Er weist gleich anschließend darauf hin, dass „das verängstigte Europa nur zu ca. 5 Prozent“ von den „schätzungsweise 120 Millionen Menschen umfassenden weltweiten Wanderungsbewegungen“ „tangiert“ wird. Es gebe „mithin einen klaffenden Unterschied zwischen globalen Dramen im Fluchtgeschehen und europäischer Dramaturgie bei der Inszenierung von ‘Betroffenheiten’ durch weltweit wachsenden ‘Migrationsdruck’, über dessen Einschätzung sich die Geister scheiden.“ Bade meint weiter, die Geschichte der Süd-Nord-Wanderung nach Europa sei, „so betrachtet, im Grunde weniger eine Geschichte von Wanderungsbewegungen als eine Geschichte der Angst davor und der Abwehr dagegen“[5]. Das stützt gewissermaßen die Hypothese des Autors, dass man den Flüchtlingen von staatlicher Seite mit einer reinen Abwehrhaltung entgegentritt. Allerdings stellt sich die Frage, ob Bade seine Meinung der geringen Tangierung Europas auch so beibehielt, angesichts des Anstiegs der boat people nach 2000. Der Dokumentarfilm „Au clair de la lune...“ von Leona Goldstein über westafrikanische Herkunftsländer von Flüchtlingen in Europa bestätigt die Richtung von Bades Aussage, wenngleich die Gesamtzahl der Flüchtlinge relativiert wird. Es seien weltweit 40 Millionen Menschen auf der Flucht, etwa 32 bis 34 Millionen davon verblieben in ihren Herkunftsländern. In Europa hätten 2006 weniger als 200.000 Menschen einen Asylantrag gestellt, wovon durchschnittlich fünf Prozent anerkannt worden seien.[6]
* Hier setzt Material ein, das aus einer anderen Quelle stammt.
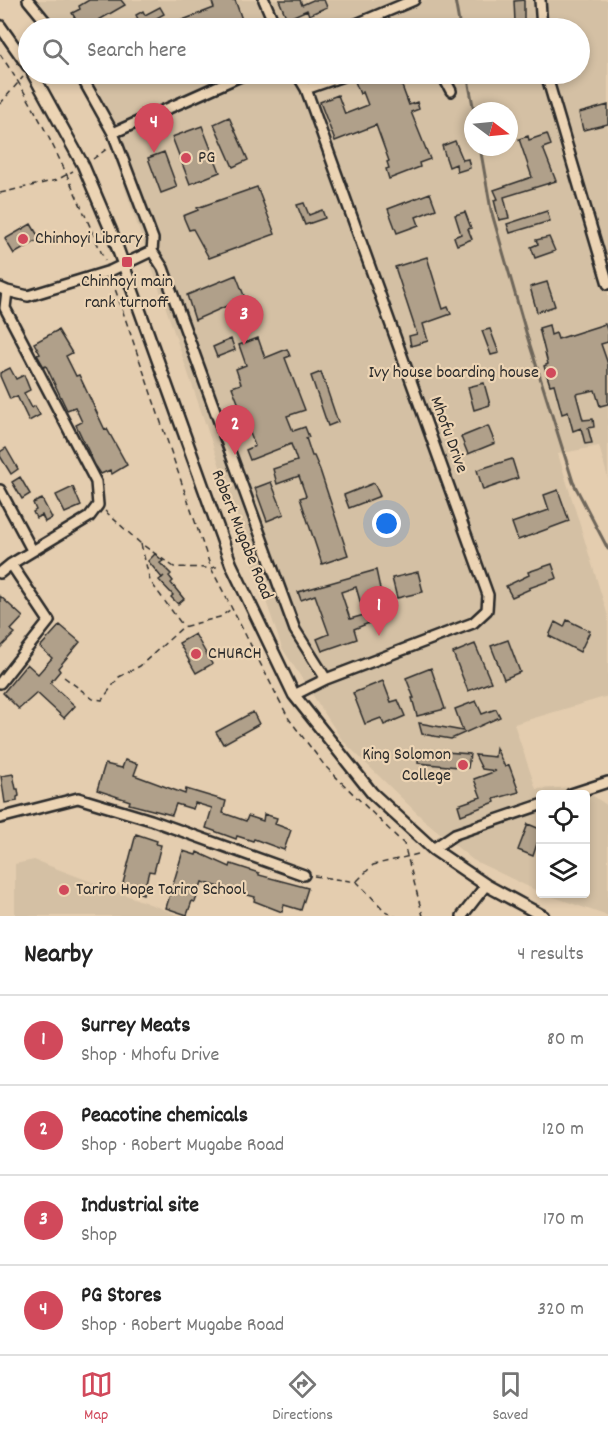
<!DOCTYPE html>
<meta charset="utf-8">
<style>
:root{--surface:#fff;--page:#f6f6f6;--text:#222;--muted:#767676;--line:#e0e0e0;--accent:#d1495b}
body{margin:0;font-family:Dekko,sans-serif;background:var(--page);color:var(--text)}
.controls{position:absolute;right:18px;bottom:18px;display:grid;overflow:hidden;border-radius:6px;box-shadow:0 3px 9px #0003}
.controls button{width:54px;height:54px;display:grid;place-items:center;padding:0;border:0;border-bottom:2px solid var(--line);background:var(--surface);color:var(--text);font:30px sans-serif}
.compass{position:absolute;left:464px;top:102px;width:54px;height:54px;border-radius:50%;background:var(--surface);box-shadow:0 3px 9px #0003;rotate:106deg}
.you{position:absolute;left:387px;top:524px;width:21px;height:21px;margin:-15px;border:4px solid #fff;border-radius:50%;background:#1a73e8;box-shadow:0 0 0 9px #1a73e833}
.badge{display:grid;place-items:center;width:39px;height:39px;border-radius:50%;background:var(--accent);color:#fff;font-size:20px;font-weight:700}
.pin{position:absolute;translate:-50% -50px;filter:drop-shadow(0 2px 3px #0008)}
.pin::after{content:'';position:absolute;top:32px;width:21px;height:18px;background:inherit;clip-path:polygon(0 0,100% 0,50% 100%)}
.list{margin:0;padding:0;list-style:none}
h2{display:flex;justify-content:space-between;align-items:center;height:78px;margin:0;padding:0 24px;font-size:26px}
h2 small{font-size:20px;font-weight:400;color:var(--muted)}
.list li{display:grid;grid-template-columns:39px 1fr auto;gap:18px;align-items:center;box-sizing:border-box;height:90px;padding:0 24px;border-top:2px solid var(--line)}
.list b{display:block;font-size:22px;white-space:nowrap}
.list p{margin:0;font-size:20px;white-space:nowrap;color:var(--muted)}
.list em{font-size:20px;font-style:normal;color:var(--muted)}
.icon{flex:none;width:33px;height:33px;fill:none;stroke:currentColor;stroke-width:2;stroke-linecap:round;stroke-linejoin:round}
.map{position:relative;flex:none;width:608px;height:916px;overflow:hidden}
.search{position:absolute;background:var(--surface);box-shadow:0 3px 9px #0003;left:18px;right:18px;top:18px;height:66px;display:flex;align-items:center;gap:15px;box-sizing:border-box;padding:0 21px;border-radius:33px;color:var(--muted);font-size:22px}
.sheet{height:438px;background:var(--surface)}
nav{display:flex;justify-content:space-around;align-items:center;box-sizing:border-box;height:84px;border-top:2px solid var(--line);background:var(--surface);font-size:16px;color:var(--muted)}
nav a{display:grid;justify-items:center;gap:3px}
nav .on{color:var(--accent)}
.map>svg:first-child{display:block}
.built{fill:#d4c0a4;fill-rule:evenodd}
.lines{fill:none;stroke-linecap:round;stroke-linejoin:round}
.stream{stroke:#6e665a;stroke-width:3}
.building{fill:#b0a08a;stroke:#2b2b2b;stroke-width:1.5;fill-rule:evenodd}
.minor-casing{stroke:#2b2b2b;stroke-width:14}
.major-casing{stroke:#2b2b2b;stroke-width:15}
.path{stroke:#2b2b2b;stroke-width:1.5;stroke-dasharray:6 4.5;stroke-linecap:butt}
.minor{stroke:#ecd4b4;stroke-width:9}
.major{stroke:#ecd4b4;stroke-width:10}
.poi-dot{fill:#d1495b;stroke:#ecd4b4;stroke-width:2}
.labels{text-anchor:middle;dominant-baseline:central;stroke-width:4.5;stroke-linejoin:round;paint-order:stroke}
.poi-label{font-size:18px;fill:#2b2b2b;stroke:#ecd4b4;text-anchor:start}
.street-label{font-size:18px;fill:#2b2b2b;stroke:#ecd4b4}
</style>
<div class="map">
<svg width="608" height="916" viewBox="0 0 608 916">
<rect width="100%" height="100%" fill="#e4cdaf"/>
<filter id="ink" filterUnits="userSpaceOnUse"><feTurbulence type="fractalNoise" baseFrequency=".0167" numOctaves="2"/><feDisplacementMap in="SourceGraphic" scale="12" xChannelSelector="R" yChannelSelector="G"/><feConvolveMatrix kernelMatrix="1 2 1 2 8 2 1 2 1" color-interpolation-filters="sRGB"/></filter>
<g filter="url(#ink)">
<path class="built" d="M22,0H608V478L599,446L558,454L608,616V696L514,724L536,789L580,787L608,806V916L545,894H586V794H540V892L533,889L473,860L423,819L342,740L282,648L104,127L73,74H580V28H46ZM473,111H509V147H473Z
M34,860L181,916H15V864Z"/>
<g class="lines">
<path class="stream" d="M455,0L460,28
M467,74L474,111
M480,147L491,210L528,339L573,482L608,549"/>
</g>
<path class="building" d="M89,0H121L125,5L85,28H81L72,13L80,9L79,6Z
M217,0H235L245,28H183L180,21L214,8L212,2Z
M279,0H300L302,5L313,0H324L327,7L309,15L307,10L287,19Z
M524,0V22H515L514,1Z
M160,7L164,14L153,20L154,23L145,28H121L138,19L136,15L143,11L145,15Z
M369,74H387L390,82L399,78L409,105L417,102L419,109L411,112L430,159L419,163L420,167L389,179L386,169L389,168L387,162L389,161L376,125L335,141L320,102L338,95L345,114L368,105L363,92L360,94L354,79Z
M608,105V124L583,130L579,113Z
M229,117L248,160L233,167L214,124Z
M202,126L220,172L190,184L172,137Z
M547,134L551,145L543,148L556,181L504,197L509,218L499,220L494,200L498,199L494,190L532,177L519,139L528,136L529,140Z
M455,141L463,160L468,159L470,168L457,172L456,164L449,167L442,146Z
M164,152L177,187L161,193L148,158Z
M257,187L275,234L209,258L193,229L189,230L183,216L198,210L197,208Z
M430,193L436,209L416,217L419,225L397,233L388,209Z
M304,203L309,215L322,210L325,218L305,225L297,205Z
M547,211L550,221L510,233L507,224Z
M465,212L471,228L468,229L472,239L457,245L454,237L461,234L455,215Z
M31,224L40,239L14,254L5,239Z
M549,237L555,251L535,258L531,247L538,244L536,240Z
M427,257L443,309L448,307L451,314L423,324L428,341L411,346L409,336L417,334L395,267Z
M236,275L245,298L195,320L187,295Z
M547,282L555,306L537,312L530,287Z
M605,324L608,332V342L601,344L608,364V404L600,406L595,390L576,394L583,420L593,419L594,427L588,428L592,443L585,444L581,428L573,431L568,412L562,414L554,384L550,385L544,366L548,364L539,328L549,325L551,335L556,333L558,339Z
M490,329L499,353L491,355L482,331Z
M58,330L72,353L66,356L76,376L79,375L105,430L107,429L127,465L112,474L110,470L101,474L95,465L76,425L82,422L75,407L67,410L46,366L44,367L37,355L40,354L34,343Z
M258,338L265,358L287,349L290,356L285,358L305,410L287,416L293,431L305,427L309,437L306,438L312,456H314L320,470L348,555L322,564L300,498L306,496L299,476L277,484L273,469L297,461L291,444L250,460L246,450L255,446L232,387L241,384L236,369L246,365L239,345Z
M231,339L235,350L217,357L213,347Z
M10,368L16,379L24,375L30,390L24,393L32,408L35,406L40,415L29,421L17,396L10,399L0,376V373Z
M321,372L338,422L328,426L311,376Z
M484,383L490,405L474,410L468,387Z
M488,426L495,443L468,454L461,437Z
M6,448L18,469L11,474L0,456V452Z
M512,459L518,478L483,490L477,470Z
M20,477L30,494L22,499L12,482Z
M271,482L284,514L267,521L255,488Z
M374,483L380,496L349,508L344,495Z
M73,487L81,506L65,513L56,495Z
M558,490L569,521L518,540L512,523L549,510L544,495Z
M42,499L52,518L45,522L42,515L36,518L33,512L36,510L33,503Z
M155,554L163,561L160,563L171,574L169,576L173,581L171,583L184,599L178,604L171,597L173,595L159,580L164,576L162,578L148,561Z
M552,564L557,578L529,588L530,589L512,597L506,586L529,575L528,572Z
M376,570L382,598L367,602L374,621L354,629L357,639L322,651L317,639L329,634L315,595L301,600L298,592ZM356,587L364,615L350,619L341,592Z
M418,572L423,592L397,598L392,578Z
M0,596L23,617L11,630L15,633L0,648Z
M567,620L590,631L580,652L549,636L555,622L564,627Z
M60,625L80,642L58,668L60,671L50,683L75,706L64,718L37,693L19,709L3,693L27,664L38,674L52,658L40,647Z
M195,634L212,664L196,673L179,643Z
M508,640L520,672L504,679L491,646Z
M475,644L491,682L468,691L453,653Z
M431,668L445,709L417,716L412,698H414L406,678Z
M383,681L391,702L398,700L405,716L384,725L381,718L365,724L353,693Z
M476,701L482,714L496,709L500,717L451,739L422,734L419,723L463,731L455,709Z
M253,712L259,724L223,744L216,732Z
M496,748L505,767L509,765L519,792L494,799L495,802L461,815L458,805L481,797L474,779L496,771L482,769L475,755L495,757Z
M434,751L470,754L468,768L418,763L419,753Z
M125,760L138,764L134,775L185,794L186,789L226,801L223,813L246,821L248,816L263,821L264,814L277,818L275,824L291,830L284,850L254,839L253,841L237,836L236,839L206,828L212,808L195,803L193,809L176,804L172,815L129,804L130,801L97,790L105,764L122,768Z
M13,774L16,789H18L19,796L17,797V801L5,803L1,776Z
M528,824L540,829V835L533,856L518,850Z
M136,834L157,841L156,844L161,845L154,872L149,871L143,894L122,887Z
M183,851L196,855L197,852L230,867L231,864L259,873V875L308,888L301,910L284,905L282,912L254,901L255,897L202,882L195,902L192,901L187,915L166,908Z"/>
<g class="lines">
<defs>
<path id="minor" d="M28,0L51,28
M264,0L276,28
M540,0L542,28
M347,28L414,0
M80,74L113,133L153,239L152,251L163,268L295,630L326,679
M442,74L451,91
M546,74L608,284
M306,89L349,74
M113,133L245,74
M0,288L7,291L28,296L110,271L152,251
M0,490L32,550
M0,573L11,564L89,517L98,505L96,482L5,308L7,291
M0,683L49,621L11,564
M294,695L326,679L473,623L487,610L488,595L306,89L297,74
M571,794L608,782
M0,818L78,798L151,820L304,875
M433,849L455,834L540,805
M462,916L486,885"/>
<path id="major" d="M0,26L28,66
M33,74L83,165L112,233L231,564L294,695L372,793L433,849L486,885L543,916"/>
</defs>
<use href="#minor" class="minor-casing"/>
<use href="#major" class="major-casing"/>
<path class="path" d="M0,54C44,118 74,190 105,261
M0,104L23,77
M93,159L108,148
M0,193L57,180L73,171
M112,280L211,568L289,719L325,766L404,844L423,916
M105,511L140,543L174,567L211,568L221,566
M141,544L150,581L183,626
M64,677L93,699L102,700L119,677L140,666L183,627L220,617L230,610
M314,876L357,882L385,911L395,916
M357,881L373,865L422,853"/>
<use href="#minor" class="minor"/>
<use href="#major" class="major"/>
</g>
</g>
<g class="poi-dot">
<circle cx="186" cy="158" r="6"/>
<circle cx="23" cy="239" r="6"/>
<rect x="121" y="256" width="12" height="12" rx="3"/>
<circle cx="551" cy="373" r="6"/>
<circle cx="196" cy="654" r="6"/>
<circle cx="463" cy="765" r="6"/>
<circle cx="64" cy="890" r="6"/>
</g>
<g class="labels">
<g class="poi-label">
<text x="198" y="158">PG</text>
<text x="35" y="239">Chinhoyi Library</text>
<text x="127" y="282" text-anchor="middle">Chinhoyi main<tspan x="127" dy="21">rank turnoff</tspan></text>
<text x="539" y="373" text-anchor="end">Ivy house boarding house</text>
<text x="208" y="654">CHURCH</text>
<text x="451" y="755" text-anchor="end">King Solomon<tspan x="451" dy="21">College</tspan></text>
<text x="76" y="890">Tariro Hope Tariro School</text>
</g>
<g class="street-label">
<text transform="translate(448 435) rotate(70)">Mhofu Drive</text>
<text transform="translate(241 535) rotate(68)">Robert Mugabe Road</text>
</g>
</g>
</svg>
<div class="controls">
<button><svg class="icon" aria-label="locate" viewBox="0 0 24 24"><circle cx="12" cy="12" r="6"/><path d="M12 2v4M12 18v4M2 12h4M18 12h4"/></svg></button>
<button><svg class="icon" aria-label="layers" viewBox="0 0 24 24"><path d="M12 4l9 5-9 5-9-5zM3 14l9 5 9-5"/></svg></button>
</div>
<svg class="compass" viewBox="-18 -18 36 36"><path d="M0-13l5 13h-10z" fill="#e53935"/><path d="M0 13l5-13h-10z" fill="#767676"/></svg>
<div class="you"></div>
<div class="pin badge" style="left:379px;top:636px">1</div>
<div class="pin badge" style="left:235px;top:455px">2</div>
<div class="pin badge" style="left:244px;top:345px">3</div>
<div class="pin badge" style="left:154px;top:153px">4</div>
<div class="search"><svg class="icon" aria-label="search" viewBox="0 0 24 24"><circle cx="10" cy="10" r="6"/><path d="M15 15l6 6"/></svg>Search here</div>
</div>
<section class="sheet">
<h2>Nearby<small>4 results</small></h2>
<ul class="list">
<li><span class="badge">1</span><div><b>Surrey Meats</b><p>Shop · Mhofu Drive</p></div><em>80 m</em></li>
<li><span class="badge">2</span><div><b>Peacotine chemicals</b><p>Shop · Robert Mugabe Road</p></div><em>120 m</em></li>
<li><span class="badge">3</span><div><b>Industrial site</b><p>Shop</p></div><em>170 m</em></li>
<li><span class="badge">4</span><div><b>PG Stores</b><p>Shop · Robert Mugabe Road</p></div><em>320 m</em></li>
</ul>
</section>
<nav>
<a class="on"><svg class="icon" aria-label="map" viewBox="0 0 24 24"><path d="M3 6l6-2 6 2 6-2v14l-6 2-6-2-6 2zM9 4v14M15 6v14"/></svg>Map</a>
<a><svg class="icon" aria-label="directions" viewBox="0 0 24 24"><path d="M12 3l9 9-9 9-9-9zM9 14v-3h6M13 9l2 2-2 2"/></svg>Directions</a>
<a><svg class="icon" aria-label="saved" viewBox="0 0 24 24"><path d="M7 4h10v16l-5-4-5 4z"/></svg>Saved</a>
</nav>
Als Hauptherkunftsländer in Afrika führt Texeire von der Sciences Po in Rennes, Frankreich, z. B. für Malta an: Eritrea, Djibouti, Äthiopien, Somalia, Sudan, Kongo und Liberia. Für Afrika stellt sie allgemein fest, dass Korruption und fehlende Demokratie in den ehemals kolonisierten Staaten schwerwiegende Probleme darstellen. Viele Politiker hätten ihre Machtposition genutzt, um ethnische Konflikte anzuheizen, die unter der Kolonialherrschaft verschärft oder sogar verursacht wurden[7]. Texeire hält weiter fest, dass verfehlte Regierungspolitiken und Korruption für Hungersnöte sorgten und ein Verteilungssystem, das nicht ausreicht, genügend Nahrung zum Überleben zur Verfügung zu stellen. Außerdem nennt sie die AIDS-Epidemie. Als Länder mit schweren Menschenrechtsverletzungen nennt Texeire: Die Demokratische Republik Kongo, Sierra Leone, Liberia, Sudan und Elfenbeinküste.[8] Ein prominentes Beispiel für Menschenrechtsverletzungen ist die Ermordung von Norbert Zongo. Im erwähnten Dokumentarfilm von Leona Goldstein wird Zongo als „maßgeblicher Wortführer der intellektuellen Oppositionsbewegung [Anm.: in Burkina Faso] und Herausgeber der kritischen Wochenzeitung ‘L’Independant’“ bezeichnet. Er soll während Recherchen zu einem Mord, in den der Bruder des Präsidenten von Burkina Faso verwickelt sei, am 13. Dezember 1998 auf dem Heimweg gestoppt und in seinem Auto verbrannt worden sein.[9]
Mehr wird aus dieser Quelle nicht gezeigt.